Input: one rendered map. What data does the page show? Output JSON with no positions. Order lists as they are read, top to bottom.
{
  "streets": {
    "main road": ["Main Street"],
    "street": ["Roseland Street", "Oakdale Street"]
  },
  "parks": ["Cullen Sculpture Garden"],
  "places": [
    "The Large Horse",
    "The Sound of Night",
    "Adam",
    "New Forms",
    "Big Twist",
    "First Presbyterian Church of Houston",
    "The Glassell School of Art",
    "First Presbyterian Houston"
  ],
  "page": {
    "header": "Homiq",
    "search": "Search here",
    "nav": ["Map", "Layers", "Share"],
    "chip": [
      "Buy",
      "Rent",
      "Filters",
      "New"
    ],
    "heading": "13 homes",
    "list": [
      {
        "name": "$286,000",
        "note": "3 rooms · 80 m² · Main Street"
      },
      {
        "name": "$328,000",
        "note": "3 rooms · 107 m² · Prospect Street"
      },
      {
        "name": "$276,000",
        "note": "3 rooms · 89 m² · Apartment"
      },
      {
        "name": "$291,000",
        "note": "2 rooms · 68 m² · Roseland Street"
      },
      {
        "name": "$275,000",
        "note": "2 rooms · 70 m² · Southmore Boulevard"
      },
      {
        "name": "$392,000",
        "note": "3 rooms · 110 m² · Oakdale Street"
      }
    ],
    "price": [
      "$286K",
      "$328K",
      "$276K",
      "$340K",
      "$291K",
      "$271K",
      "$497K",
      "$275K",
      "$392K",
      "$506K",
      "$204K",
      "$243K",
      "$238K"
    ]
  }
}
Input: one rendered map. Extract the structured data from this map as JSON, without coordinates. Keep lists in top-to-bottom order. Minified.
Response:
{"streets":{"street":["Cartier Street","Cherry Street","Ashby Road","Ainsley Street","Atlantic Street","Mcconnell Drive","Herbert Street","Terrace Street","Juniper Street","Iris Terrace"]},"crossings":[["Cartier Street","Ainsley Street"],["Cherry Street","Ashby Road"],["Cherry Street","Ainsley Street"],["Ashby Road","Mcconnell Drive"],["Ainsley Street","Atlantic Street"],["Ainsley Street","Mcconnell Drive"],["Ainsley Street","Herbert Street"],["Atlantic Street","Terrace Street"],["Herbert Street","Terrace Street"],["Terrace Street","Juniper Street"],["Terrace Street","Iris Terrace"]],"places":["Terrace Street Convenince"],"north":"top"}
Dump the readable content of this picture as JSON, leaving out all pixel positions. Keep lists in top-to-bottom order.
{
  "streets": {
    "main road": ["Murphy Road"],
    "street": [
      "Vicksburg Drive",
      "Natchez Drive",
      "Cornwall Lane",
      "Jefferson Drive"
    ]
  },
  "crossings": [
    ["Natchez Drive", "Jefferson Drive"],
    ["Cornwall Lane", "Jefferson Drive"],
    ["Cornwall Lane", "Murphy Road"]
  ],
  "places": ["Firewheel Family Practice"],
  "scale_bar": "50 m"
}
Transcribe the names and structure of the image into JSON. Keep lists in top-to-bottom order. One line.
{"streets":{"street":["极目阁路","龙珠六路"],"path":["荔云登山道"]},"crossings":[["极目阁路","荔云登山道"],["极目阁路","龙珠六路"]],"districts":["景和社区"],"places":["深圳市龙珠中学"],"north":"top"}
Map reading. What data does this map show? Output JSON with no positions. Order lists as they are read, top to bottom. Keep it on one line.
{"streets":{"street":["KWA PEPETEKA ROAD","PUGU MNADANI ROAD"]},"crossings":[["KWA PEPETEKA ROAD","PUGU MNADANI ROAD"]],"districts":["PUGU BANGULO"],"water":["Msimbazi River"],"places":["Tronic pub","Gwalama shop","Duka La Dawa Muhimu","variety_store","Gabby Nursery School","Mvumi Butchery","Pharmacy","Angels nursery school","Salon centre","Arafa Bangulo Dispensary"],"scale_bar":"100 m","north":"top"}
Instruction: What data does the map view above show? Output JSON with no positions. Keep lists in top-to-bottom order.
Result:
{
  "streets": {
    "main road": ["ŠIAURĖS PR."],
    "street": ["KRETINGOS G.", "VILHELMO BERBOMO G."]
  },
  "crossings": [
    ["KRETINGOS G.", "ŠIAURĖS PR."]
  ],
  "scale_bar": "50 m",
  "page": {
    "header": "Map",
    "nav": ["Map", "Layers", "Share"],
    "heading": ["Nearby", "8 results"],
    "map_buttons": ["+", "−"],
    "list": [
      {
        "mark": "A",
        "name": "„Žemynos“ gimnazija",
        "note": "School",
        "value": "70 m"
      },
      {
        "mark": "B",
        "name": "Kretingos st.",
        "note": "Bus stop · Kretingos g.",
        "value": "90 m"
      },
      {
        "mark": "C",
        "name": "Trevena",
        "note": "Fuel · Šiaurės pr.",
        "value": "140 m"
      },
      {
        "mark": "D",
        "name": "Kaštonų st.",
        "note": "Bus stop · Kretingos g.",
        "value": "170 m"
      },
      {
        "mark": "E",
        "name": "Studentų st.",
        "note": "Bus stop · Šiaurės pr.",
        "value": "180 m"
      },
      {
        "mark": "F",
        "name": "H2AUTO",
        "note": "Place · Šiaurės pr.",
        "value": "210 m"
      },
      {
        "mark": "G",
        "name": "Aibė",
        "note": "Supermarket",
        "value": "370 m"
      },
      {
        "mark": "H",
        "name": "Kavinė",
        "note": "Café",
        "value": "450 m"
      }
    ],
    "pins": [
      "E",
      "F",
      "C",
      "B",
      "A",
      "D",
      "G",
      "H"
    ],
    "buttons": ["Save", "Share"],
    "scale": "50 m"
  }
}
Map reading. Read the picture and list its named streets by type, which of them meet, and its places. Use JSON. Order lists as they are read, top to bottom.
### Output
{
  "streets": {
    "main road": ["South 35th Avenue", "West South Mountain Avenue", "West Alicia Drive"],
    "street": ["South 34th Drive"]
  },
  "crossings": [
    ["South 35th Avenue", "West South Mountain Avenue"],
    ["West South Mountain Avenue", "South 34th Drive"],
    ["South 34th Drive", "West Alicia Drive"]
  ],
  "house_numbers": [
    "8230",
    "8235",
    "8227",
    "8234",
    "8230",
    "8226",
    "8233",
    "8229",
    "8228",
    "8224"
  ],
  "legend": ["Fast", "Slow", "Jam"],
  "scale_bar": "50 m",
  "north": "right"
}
────────────────────────────────────────
Exercise description ->
Once you have read the entries above, copy them out exactly as they were given.

Exercise result ->
Input: one rendered map. What data does the page show? Output JSON with no positions. Order lists as they are read, top to bottom.
{
  "streets": {
    "main road": ["Main Street"],
    "street": ["Roseland Street", "Oakdale Street"]
  },
  "parks": ["Cullen Sculpture Garden"],
  "places": [
    "The Large Horse",
    "The Sound of Night",
    "Adam",
    "New Forms",
    "Big Twist",
    "First Presbyterian Church of Houston",
    "The Glassell School of Art",
    "First Presbyterian Houston"
  ],
  "page": {
    "header": "Homiq",
    "search": "Search here",
    "nav": ["Map", "Layers", "Share"],
    "chip": [
      "Buy",
      "Rent",
      "Filters",
      "New"
    ],
    "heading": "13 homes",
    "list": [
      {
        "name": "$286,000",
        "note": "3 rooms · 80 m² · Main Street"
      },
      {
        "name": "$328,000",
        "note": "3 rooms · 107 m² · Prospect Street"
      },
      {
        "name": "$276,000",
        "note": "3 rooms · 89 m² · Apartment"
      },
      {
        "name": "$291,000",
        "note": "2 rooms · 68 m² · Roseland Street"
      },
      {
        "name": "$275,000",
        "note": "2 rooms · 70 m² · Southmore Boulevard"
      },
      {
        "name": "$392,000",
        "note": "3 rooms · 110 m² · Oakdale Street"
      }
    ],
    "price": [
      "$286K",
      "$328K",
      "$276K",
      "$340K",
      "$291K",
      "$271K",
      "$497K",
      "$275K",
      "$392K",
      "$506K",
      "$204K",
      "$243K",
      "$238K"
    ]
  }
}
Input: one rendered map. Extract the structured data from this map as JSON, without coordinates. Keep lists in top-to-bottom order. Minified.
Response:
{"streets":{"street":["Cartier Street","Cherry Street","Ashby Road","Ainsley Street","Atlantic Street","Mcconnell Drive","Herbert Street","Terrace Street","Juniper Street","Iris Terrace"]},"crossings":[["Cartier Street","Ainsley Street"],["Cherry Street","Ashby Road"],["Cherry Street","Ainsley Street"],["Ashby Road","Mcconnell Drive"],["Ainsley Street","Atlantic Street"],["Ainsley Street","Mcconnell Drive"],["Ainsley Street","Herbert Street"],["Atlantic Street","Terrace Street"],["Herbert Street","Terrace Street"],["Terrace Street","Juniper Street"],["Terrace Street","Iris Terrace"]],"places":["Terrace Street Convenince"],"north":"top"}
Dump the readable content of this picture as JSON, leaving out all pixel positions. Keep lists in top-to-bottom order.
{
  "streets": {
    "main road": ["Murphy Road"],
    "street": [
      "Vicksburg Drive",
      "Natchez Drive",
      "Cornwall Lane",
      "Jefferson Drive"
    ]
  },
  "crossings": [
    ["Natchez Drive", "Jefferson Drive"],
    ["Cornwall Lane", "Jefferson Drive"],
    ["Cornwall Lane", "Murphy Road"]
  ],
  "places": ["Firewheel Family Practice"],
  "scale_bar": "50 m"
}
Transcribe the names and structure of the image into JSON. Keep lists in top-to-bottom order. One line.
{"streets":{"street":["极目阁路","龙珠六路"],"path":["荔云登山道"]},"crossings":[["极目阁路","荔云登山道"],["极目阁路","龙珠六路"]],"districts":["景和社区"],"places":["深圳市龙珠中学"],"north":"top"}
Map reading. What data does this map show? Output JSON with no positions. Order lists as they are read, top to bottom. Keep it on one line.
{"streets":{"street":["KWA PEPETEKA ROAD","PUGU MNADANI ROAD"]},"crossings":[["KWA PEPETEKA ROAD","PUGU MNADANI ROAD"]],"districts":["PUGU BANGULO"],"water":["Msimbazi River"],"places":["Tronic pub","Gwalama shop","Duka La Dawa Muhimu","variety_store","Gabby Nursery School","Mvumi Butchery","Pharmacy","Angels nursery school","Salon centre","Arafa Bangulo Dispensary"],"scale_bar":"100 m","north":"top"}
Instruction: What data does the map view above show? Output JSON with no positions. Keep lists in top-to-bottom order.
Result:
{
  "streets": {
    "main road": ["ŠIAURĖS PR."],
    "street": ["KRETINGOS G.", "VILHELMO BERBOMO G."]
  },
  "crossings": [
    ["KRETINGOS G.", "ŠIAURĖS PR."]
  ],
  "scale_bar": "50 m",
  "page": {
    "header": "Map",
    "nav": ["Map", "Layers", "Share"],
    "heading": ["Nearby", "8 results"],
    "map_buttons": ["+", "−"],
    "list": [
      {
        "mark": "A",
        "name": "„Žemynos“ gimnazija",
        "note": "School",
        "value": "70 m"
      },
      {
        "mark": "B",
        "name": "Kretingos st.",
        "note": "Bus stop · Kretingos g.",
        "value": "90 m"
      },
      {
        "mark": "C",
        "name": "Trevena",
        "note": "Fuel · Šiaurės pr.",
        "value": "140 m"
      },
      {
        "mark": "D",
        "name": "Kaštonų st.",
        "note": "Bus stop · Kretingos g.",
        "value": "170 m"
      },
      {
        "mark": "E",
        "name": "Studentų st.",
        "note": "Bus stop · Šiaurės pr.",
        "value": "180 m"
      },
      {
        "mark": "F",
        "name": "H2AUTO",
        "note": "Place · Šiaurės pr.",
        "value": "210 m"
      },
      {
        "mark": "G",
        "name": "Aibė",
        "note": "Supermarket",
        "value": "370 m"
      },
      {
        "mark": "H",
        "name": "Kavinė",
        "note": "Café",
        "value": "450 m"
      }
    ],
    "pins": [
      "E",
      "F",
      "C",
      "B",
      "A",
      "D",
      "G",
      "H"
    ],
    "buttons": ["Save", "Share"],
    "scale": "50 m"
  }
}
Map reading. Read the picture and list its named streets by type, which of them meet, and its places. Use JSON. Order lists as they are read, top to bottom.
### Output
{
  "streets": {
    "main road": ["South 35th Avenue", "West South Mountain Avenue", "West Alicia Drive"],
    "street": ["South 34th Drive"]
  },
  "crossings": [
    ["South 35th Avenue", "West South Mountain Avenue"],
    ["West South Mountain Avenue", "South 34th Drive"],
    ["South 34th Drive", "West Alicia Drive"]
  ],
  "house_numbers": [
    "8230",
    "8235",
    "8227",
    "8234",
    "8230",
    "8226",
    "8233",
    "8229",
    "8228",
    "8224"
  ],
  "legend": ["Fast", "Slow", "Jam"],
  "scale_bar": "50 m",
  "north": "right"
}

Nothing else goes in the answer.